Adam Kuhn is Director, Product Marketing, at OpenText Discovery. I interviewed him at Legaltech in New York, where we talked first about the wide range of technologies which OpenText has collected for the legal market, and then about how they are being used by both in-house lawyers and law firms.
OTEX Legal Tech Overview
Adam Kuhn said that OpenText has a history of acquiring and integrating successful companies, and has collected a portfolio of technology which makes it the leader in enterprise information management. He was at Recommind, and came into OpenText when its acquisition of Recommind provided the core of the OpenText eDiscovery offering.
After that acquisition, OpenText saw that it had a gap on the left side of the EDRM and bought Guidance Software (a company with which I had been associated for over a decade). Guidance Software’s EnCase is, Adam Kuhn said, the “gold standard” of data collection. Integrated with Recommind’s Axcelerate, it gives OpenText a comprehensive end to end eDiscovery offering.
In addition, OpenText has other products specifically serving the legal market including eDOCS for document management and collaborative working, Decisiv for unified concept search across organisations, especially law firms, and Magellan to bring artificial intelligence to eDiscovery.
Shortly after our interview, OpenText announced that it had bought Catalyst, adding yet another dimension to its overall offering to legal clients.
Trends in AI in eDiscovery
I asked Adam Kuhn what examples he was seeing of AI supporting the practice of law. Since Judge Peck’s Da Silva Moore predictive coding opinion in 2012, lawyers have been exploring the boundaries of the use of predictive coding in litigation. The argument has moved away from basic defensibility (by now a battle won) and towards much more nuanced arguments about agreements and protocols for predictive coding’s use.
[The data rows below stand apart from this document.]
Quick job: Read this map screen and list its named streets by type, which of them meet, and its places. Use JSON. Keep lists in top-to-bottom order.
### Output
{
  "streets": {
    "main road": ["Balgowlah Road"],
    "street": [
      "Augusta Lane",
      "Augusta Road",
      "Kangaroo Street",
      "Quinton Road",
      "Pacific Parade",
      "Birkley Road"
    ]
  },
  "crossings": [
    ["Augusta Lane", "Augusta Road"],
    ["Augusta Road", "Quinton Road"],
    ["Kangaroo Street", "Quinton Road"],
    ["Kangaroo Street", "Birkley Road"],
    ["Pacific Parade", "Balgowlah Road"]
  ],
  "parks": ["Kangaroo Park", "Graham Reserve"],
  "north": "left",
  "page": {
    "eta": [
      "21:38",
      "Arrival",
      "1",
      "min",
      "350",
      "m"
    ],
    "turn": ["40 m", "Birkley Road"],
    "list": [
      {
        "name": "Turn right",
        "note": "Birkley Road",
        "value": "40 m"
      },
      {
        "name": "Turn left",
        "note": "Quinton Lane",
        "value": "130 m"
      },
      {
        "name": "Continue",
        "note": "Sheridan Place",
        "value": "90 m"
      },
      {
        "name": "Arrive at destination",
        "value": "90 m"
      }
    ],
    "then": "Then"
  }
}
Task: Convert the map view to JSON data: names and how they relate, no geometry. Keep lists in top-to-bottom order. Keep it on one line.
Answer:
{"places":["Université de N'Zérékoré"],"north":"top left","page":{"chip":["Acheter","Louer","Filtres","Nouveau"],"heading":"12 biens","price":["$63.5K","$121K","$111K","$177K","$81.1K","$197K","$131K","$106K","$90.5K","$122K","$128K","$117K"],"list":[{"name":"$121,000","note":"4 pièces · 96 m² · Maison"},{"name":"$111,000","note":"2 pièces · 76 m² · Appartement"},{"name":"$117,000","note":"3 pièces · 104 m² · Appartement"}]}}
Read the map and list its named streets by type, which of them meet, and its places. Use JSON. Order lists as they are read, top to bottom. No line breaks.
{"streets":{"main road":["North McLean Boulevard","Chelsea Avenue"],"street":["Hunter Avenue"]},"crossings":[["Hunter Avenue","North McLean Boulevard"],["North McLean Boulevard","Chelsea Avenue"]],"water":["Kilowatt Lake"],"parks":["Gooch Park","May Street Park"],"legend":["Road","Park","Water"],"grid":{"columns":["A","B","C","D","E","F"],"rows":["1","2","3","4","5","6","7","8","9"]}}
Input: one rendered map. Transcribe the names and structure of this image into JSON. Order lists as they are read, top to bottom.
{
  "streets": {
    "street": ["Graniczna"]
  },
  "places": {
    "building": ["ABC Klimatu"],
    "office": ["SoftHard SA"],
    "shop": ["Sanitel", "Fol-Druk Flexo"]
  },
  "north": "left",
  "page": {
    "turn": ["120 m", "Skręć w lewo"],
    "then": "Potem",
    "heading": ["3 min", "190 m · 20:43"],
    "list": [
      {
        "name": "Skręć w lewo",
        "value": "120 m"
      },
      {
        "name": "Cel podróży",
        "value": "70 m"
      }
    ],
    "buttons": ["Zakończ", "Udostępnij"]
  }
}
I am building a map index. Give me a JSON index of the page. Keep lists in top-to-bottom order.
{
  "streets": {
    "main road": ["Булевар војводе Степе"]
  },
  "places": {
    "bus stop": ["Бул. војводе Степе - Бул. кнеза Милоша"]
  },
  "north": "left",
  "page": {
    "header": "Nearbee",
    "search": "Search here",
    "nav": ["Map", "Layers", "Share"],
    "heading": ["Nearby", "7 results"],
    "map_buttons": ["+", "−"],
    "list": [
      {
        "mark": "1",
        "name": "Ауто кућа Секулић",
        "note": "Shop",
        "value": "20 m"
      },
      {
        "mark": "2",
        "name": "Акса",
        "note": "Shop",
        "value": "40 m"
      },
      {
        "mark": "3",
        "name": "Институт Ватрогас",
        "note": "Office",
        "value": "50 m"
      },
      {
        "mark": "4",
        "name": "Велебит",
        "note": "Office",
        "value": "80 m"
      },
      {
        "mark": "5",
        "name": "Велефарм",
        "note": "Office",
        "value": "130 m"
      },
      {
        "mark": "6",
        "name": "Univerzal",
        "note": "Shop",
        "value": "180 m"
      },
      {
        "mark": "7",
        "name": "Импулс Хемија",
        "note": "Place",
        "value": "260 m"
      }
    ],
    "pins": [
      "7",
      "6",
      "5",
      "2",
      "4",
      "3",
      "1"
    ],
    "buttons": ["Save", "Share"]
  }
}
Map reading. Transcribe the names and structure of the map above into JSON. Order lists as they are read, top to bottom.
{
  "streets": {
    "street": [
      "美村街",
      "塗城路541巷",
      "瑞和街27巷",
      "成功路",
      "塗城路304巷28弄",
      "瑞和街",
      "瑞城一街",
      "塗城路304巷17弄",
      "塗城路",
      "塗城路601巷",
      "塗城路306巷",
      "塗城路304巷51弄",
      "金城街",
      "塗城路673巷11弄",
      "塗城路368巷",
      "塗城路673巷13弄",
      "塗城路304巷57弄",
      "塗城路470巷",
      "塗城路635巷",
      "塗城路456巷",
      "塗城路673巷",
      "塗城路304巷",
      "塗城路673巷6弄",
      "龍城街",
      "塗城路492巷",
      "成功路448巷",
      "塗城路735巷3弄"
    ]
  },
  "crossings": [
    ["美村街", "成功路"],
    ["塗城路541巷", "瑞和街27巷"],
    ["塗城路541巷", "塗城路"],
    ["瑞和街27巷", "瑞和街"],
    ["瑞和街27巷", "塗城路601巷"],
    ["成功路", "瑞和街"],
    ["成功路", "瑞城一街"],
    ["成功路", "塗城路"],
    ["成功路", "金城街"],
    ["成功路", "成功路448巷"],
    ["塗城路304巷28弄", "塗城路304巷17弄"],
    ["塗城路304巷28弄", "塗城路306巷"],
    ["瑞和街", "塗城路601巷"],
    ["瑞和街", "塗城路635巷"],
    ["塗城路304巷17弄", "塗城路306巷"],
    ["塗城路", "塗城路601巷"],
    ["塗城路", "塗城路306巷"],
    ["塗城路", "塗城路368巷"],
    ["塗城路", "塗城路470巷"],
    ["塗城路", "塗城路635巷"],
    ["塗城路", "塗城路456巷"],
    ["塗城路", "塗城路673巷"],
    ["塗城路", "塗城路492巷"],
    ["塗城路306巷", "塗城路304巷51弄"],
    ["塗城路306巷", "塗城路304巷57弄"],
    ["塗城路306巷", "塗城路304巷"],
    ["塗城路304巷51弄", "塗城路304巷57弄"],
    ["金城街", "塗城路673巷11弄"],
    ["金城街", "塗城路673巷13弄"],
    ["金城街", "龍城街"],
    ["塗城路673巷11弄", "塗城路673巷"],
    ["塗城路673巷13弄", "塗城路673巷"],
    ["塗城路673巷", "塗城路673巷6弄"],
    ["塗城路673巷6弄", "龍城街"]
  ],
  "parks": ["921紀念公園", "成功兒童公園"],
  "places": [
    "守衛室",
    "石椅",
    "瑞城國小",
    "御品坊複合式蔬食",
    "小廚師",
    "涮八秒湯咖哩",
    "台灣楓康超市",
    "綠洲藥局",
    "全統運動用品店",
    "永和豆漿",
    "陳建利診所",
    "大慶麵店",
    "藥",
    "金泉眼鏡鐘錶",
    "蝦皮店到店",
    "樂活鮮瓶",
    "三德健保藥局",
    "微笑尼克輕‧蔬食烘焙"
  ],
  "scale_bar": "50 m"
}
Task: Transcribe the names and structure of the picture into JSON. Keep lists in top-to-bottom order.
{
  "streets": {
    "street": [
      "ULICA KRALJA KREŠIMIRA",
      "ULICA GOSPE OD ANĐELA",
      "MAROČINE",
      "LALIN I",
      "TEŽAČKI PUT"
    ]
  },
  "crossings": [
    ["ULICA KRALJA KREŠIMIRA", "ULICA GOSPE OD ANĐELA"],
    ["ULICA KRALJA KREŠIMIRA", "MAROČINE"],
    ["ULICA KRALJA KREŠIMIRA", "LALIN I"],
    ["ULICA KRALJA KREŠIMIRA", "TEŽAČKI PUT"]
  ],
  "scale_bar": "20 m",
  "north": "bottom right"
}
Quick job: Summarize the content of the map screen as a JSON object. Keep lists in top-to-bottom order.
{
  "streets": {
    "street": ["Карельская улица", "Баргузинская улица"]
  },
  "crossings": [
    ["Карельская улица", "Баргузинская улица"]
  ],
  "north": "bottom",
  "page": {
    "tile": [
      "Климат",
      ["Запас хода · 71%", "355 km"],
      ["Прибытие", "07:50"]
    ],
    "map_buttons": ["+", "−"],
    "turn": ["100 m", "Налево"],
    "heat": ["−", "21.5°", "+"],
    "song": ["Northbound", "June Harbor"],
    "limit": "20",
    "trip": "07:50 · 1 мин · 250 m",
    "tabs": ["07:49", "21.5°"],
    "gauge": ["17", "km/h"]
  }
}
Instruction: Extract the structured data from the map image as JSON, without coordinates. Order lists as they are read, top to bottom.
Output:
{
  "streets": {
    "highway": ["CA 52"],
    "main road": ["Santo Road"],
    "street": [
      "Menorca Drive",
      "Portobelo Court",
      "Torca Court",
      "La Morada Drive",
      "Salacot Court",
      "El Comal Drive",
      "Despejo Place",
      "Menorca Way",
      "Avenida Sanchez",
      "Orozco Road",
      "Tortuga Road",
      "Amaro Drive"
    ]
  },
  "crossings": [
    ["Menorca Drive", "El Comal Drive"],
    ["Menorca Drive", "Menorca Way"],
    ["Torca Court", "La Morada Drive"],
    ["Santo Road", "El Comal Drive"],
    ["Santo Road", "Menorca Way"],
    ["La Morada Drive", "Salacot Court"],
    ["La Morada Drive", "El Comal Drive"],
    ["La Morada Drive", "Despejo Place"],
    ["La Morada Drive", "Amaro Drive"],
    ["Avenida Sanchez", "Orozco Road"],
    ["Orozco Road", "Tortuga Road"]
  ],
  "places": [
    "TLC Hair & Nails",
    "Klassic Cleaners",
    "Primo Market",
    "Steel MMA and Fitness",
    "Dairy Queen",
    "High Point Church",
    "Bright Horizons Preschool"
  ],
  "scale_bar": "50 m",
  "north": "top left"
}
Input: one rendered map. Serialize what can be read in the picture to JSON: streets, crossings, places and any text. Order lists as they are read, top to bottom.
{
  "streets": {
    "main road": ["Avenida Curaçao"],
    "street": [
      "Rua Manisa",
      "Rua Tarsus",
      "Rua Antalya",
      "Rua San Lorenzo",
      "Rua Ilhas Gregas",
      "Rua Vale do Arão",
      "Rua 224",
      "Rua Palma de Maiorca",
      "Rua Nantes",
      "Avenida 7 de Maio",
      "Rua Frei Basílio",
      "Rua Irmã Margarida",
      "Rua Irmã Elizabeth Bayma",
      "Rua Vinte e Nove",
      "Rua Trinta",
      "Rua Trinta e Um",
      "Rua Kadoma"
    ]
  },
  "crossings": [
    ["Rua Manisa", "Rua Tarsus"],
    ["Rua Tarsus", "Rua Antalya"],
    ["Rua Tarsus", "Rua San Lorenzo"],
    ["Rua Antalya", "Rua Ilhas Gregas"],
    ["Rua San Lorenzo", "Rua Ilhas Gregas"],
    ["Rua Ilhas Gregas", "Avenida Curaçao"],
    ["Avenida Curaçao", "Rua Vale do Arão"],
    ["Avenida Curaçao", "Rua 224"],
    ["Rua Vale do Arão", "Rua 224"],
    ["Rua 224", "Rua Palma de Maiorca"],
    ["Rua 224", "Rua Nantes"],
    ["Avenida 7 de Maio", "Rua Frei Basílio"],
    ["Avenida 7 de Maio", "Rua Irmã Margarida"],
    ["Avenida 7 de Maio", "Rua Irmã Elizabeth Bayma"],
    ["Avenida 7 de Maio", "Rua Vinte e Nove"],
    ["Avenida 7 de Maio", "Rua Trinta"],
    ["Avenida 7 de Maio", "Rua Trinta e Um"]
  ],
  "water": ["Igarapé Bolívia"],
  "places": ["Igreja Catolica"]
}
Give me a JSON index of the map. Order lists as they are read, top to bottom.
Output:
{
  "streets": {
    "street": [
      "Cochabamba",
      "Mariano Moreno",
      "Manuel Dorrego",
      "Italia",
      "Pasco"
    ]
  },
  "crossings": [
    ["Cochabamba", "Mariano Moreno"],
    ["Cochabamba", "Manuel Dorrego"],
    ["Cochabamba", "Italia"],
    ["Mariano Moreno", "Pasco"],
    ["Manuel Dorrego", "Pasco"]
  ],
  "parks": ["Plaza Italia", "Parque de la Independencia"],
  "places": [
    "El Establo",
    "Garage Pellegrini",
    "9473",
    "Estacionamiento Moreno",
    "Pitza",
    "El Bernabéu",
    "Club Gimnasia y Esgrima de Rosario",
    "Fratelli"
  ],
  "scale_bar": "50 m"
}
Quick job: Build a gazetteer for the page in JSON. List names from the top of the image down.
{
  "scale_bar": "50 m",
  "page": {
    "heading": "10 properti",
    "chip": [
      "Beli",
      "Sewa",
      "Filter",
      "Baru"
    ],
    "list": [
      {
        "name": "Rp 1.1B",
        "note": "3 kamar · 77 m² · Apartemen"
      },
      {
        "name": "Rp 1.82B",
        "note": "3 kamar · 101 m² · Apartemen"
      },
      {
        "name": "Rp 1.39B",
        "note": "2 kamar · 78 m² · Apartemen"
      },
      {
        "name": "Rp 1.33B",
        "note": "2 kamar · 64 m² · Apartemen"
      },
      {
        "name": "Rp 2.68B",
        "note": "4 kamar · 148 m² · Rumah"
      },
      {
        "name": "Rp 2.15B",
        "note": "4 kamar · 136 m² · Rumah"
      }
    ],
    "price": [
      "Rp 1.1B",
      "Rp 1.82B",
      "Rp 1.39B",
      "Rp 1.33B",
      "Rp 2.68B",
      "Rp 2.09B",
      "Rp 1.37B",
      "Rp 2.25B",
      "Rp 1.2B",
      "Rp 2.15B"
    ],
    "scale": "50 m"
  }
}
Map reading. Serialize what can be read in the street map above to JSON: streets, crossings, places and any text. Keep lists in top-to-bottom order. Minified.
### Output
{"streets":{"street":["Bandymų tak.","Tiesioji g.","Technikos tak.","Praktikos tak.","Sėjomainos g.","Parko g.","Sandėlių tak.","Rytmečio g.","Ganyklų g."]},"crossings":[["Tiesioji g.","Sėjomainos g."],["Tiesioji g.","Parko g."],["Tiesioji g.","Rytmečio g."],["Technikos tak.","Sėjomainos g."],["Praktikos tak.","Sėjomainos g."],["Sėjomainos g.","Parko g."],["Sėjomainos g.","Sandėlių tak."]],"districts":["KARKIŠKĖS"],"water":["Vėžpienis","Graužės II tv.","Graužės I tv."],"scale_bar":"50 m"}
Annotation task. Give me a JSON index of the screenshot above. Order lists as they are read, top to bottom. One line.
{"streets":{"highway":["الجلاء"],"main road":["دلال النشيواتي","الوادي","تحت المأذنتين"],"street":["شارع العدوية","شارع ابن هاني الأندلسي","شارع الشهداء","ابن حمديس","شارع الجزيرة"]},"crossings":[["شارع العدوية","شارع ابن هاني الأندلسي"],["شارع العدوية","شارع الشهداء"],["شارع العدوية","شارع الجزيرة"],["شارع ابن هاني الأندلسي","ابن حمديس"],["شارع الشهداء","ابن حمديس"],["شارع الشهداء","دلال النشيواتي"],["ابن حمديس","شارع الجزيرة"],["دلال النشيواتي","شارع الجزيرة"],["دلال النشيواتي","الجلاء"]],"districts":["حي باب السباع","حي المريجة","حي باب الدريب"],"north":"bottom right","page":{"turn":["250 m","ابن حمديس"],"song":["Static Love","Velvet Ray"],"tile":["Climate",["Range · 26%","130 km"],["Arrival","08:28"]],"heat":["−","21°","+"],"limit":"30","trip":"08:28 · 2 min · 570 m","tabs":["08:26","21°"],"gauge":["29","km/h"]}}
In other words, the debate has moved on from whether predictive coding is to be used and on to how it is to be used. Adam Kuhn said that those who do not understand the technology find themselves at a disadvantage when they come up against sophisticated parties.
Law firm visionaries and competitive differentiation
I asked Adam Kuhn where we are going beyond eDiscovery with technology of this kind. He said that as parties have got better at using technology for eDiscovery, they have seen what it brings in benefits for them and for their clients. OpenText is introducing more sophisticated tools like Magellan, and showing lawyers what further insights they can get from the documents, finding new nuances between the lines. A lawyer needing to summarise an 80-page complaint can start with some knowledge of its contents.
I asked where the ideas are coming from – are the law firms and law departments self-starting on this, or are they waiting for OpenText to suggest things? Adam Kuhn said that some law firms have always been leaders and visionaries, and are comfortable with the idea of extending the use of sophisticated technology. Increasingly, they come to OpenText with ideas; OpenText then puts the relevant tools together and comes up with a new solution which works for the client.
How do lawyers use that technology and those skills to differentiate themselves from their competitors – how do they take that to the market? Increasingly, Adam Kuhn said, law firms are emphasising not just the technology but having talented people who are comfortable with the use of this technology, selling practical advantages like keeping costs down and giving better legal advice.
Merging lawyers and technologists
I asked Adam Kuhn whether it is easier to introduce lawyers to technology, or to take technologists and make lawyers out of them. Hitherto, Adam Kuhn said, lawyers have had to hire competent people or build the resource for themselves. The new generation of lawyers, the Millennials, are comfortable with the use of Pandora, Amazon or Netflix to find what they want and to give them suggestions, and so are more comfortable with the application of parallel technology to legal practice. They are content to have the system point them towards documents which matter.
Corporate legal departments
I asked Adam Kuhn where corporate legal departments stood in the move towards the adoption of technology. Corporations, he said, are in the business of business, not the business of law. Not every corporation has an appetite for setting up a department fully staffed with lawyers. While some want to build an end to end solution internally, many want a flexible consumption model, concentrating on targeted culling in house so that fewer documents are sent for review.
Optimising the business of law with AI
I suggested to Adam Kuhn that most of the things he had mentioned involved automating things that lawyers do anyway and making their existing processes work better. Was there anything wholly new of which was a benefit to lawyers?
Adam Kuhn said that the ability to crunch very large numbers had multiple potential uses. For example, both corporations and law firms keep very large volumes of billing data. They can look at that data and observe, for example, what they spend against what they bill under particular headings, and perhaps change their pricing model accordingly. For the organisations who are the clients, the same data helps them understand which firms are good at particular types of work and can deliver results at reasonable cost.
There is room for new ideas beyond that. Adam Kuhn mentions the possibility of, say, scouring social media platforms and drawing conclusions about how clients are seen publicly which may help them to get ahead of potential issues.
The future of AI
Adam Kuhn is optimistic about the future. Data continues to increase, and we have not yet reached the maximum point after which volumes will go down. Lawyers need to look ahead and bring in more technology to address their challenges.